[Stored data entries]
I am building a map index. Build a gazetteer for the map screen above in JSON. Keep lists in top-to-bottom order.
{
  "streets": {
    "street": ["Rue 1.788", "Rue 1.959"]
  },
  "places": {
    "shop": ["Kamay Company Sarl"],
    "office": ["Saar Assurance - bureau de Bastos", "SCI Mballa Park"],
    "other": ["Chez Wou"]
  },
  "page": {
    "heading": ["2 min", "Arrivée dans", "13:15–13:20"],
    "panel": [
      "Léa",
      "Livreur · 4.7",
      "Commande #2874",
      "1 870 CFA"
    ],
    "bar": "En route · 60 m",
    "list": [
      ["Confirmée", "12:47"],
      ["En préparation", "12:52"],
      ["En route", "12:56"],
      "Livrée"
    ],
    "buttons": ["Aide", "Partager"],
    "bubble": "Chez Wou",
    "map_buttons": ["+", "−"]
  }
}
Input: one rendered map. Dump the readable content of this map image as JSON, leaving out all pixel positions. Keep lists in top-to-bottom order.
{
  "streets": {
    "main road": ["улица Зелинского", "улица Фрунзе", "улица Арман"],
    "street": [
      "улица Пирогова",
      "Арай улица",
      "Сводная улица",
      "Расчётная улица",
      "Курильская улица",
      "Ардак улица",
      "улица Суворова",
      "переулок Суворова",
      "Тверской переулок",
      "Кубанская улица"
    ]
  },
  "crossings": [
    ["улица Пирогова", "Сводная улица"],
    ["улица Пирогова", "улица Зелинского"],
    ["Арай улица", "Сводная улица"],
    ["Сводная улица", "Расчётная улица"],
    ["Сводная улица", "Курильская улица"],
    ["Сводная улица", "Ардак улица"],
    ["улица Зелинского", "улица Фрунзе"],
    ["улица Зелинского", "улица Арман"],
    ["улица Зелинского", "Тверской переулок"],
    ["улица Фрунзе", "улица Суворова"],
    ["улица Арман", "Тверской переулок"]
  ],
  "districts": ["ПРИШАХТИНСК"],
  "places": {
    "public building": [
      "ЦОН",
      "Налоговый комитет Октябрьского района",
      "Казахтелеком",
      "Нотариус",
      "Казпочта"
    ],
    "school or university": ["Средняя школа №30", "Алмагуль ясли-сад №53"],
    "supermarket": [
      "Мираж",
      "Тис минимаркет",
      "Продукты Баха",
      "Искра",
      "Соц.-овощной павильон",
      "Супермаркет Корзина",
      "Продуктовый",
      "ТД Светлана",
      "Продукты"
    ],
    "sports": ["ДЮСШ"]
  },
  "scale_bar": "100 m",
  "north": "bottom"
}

## DIRECTIONS FOR THIS TASK:
Write out each line above with the word "Сводная".

## RESULT OF THE EXERCISE:
      "Сводная улица",
    ["улица Пирогова", "Сводная улица"],
    ["Арай улица", "Сводная улица"],
    ["Сводная улица", "Расчётная улица"],
    ["Сводная улица", "Курильская улица"],
    ["Сводная улица", "Ардак улица"],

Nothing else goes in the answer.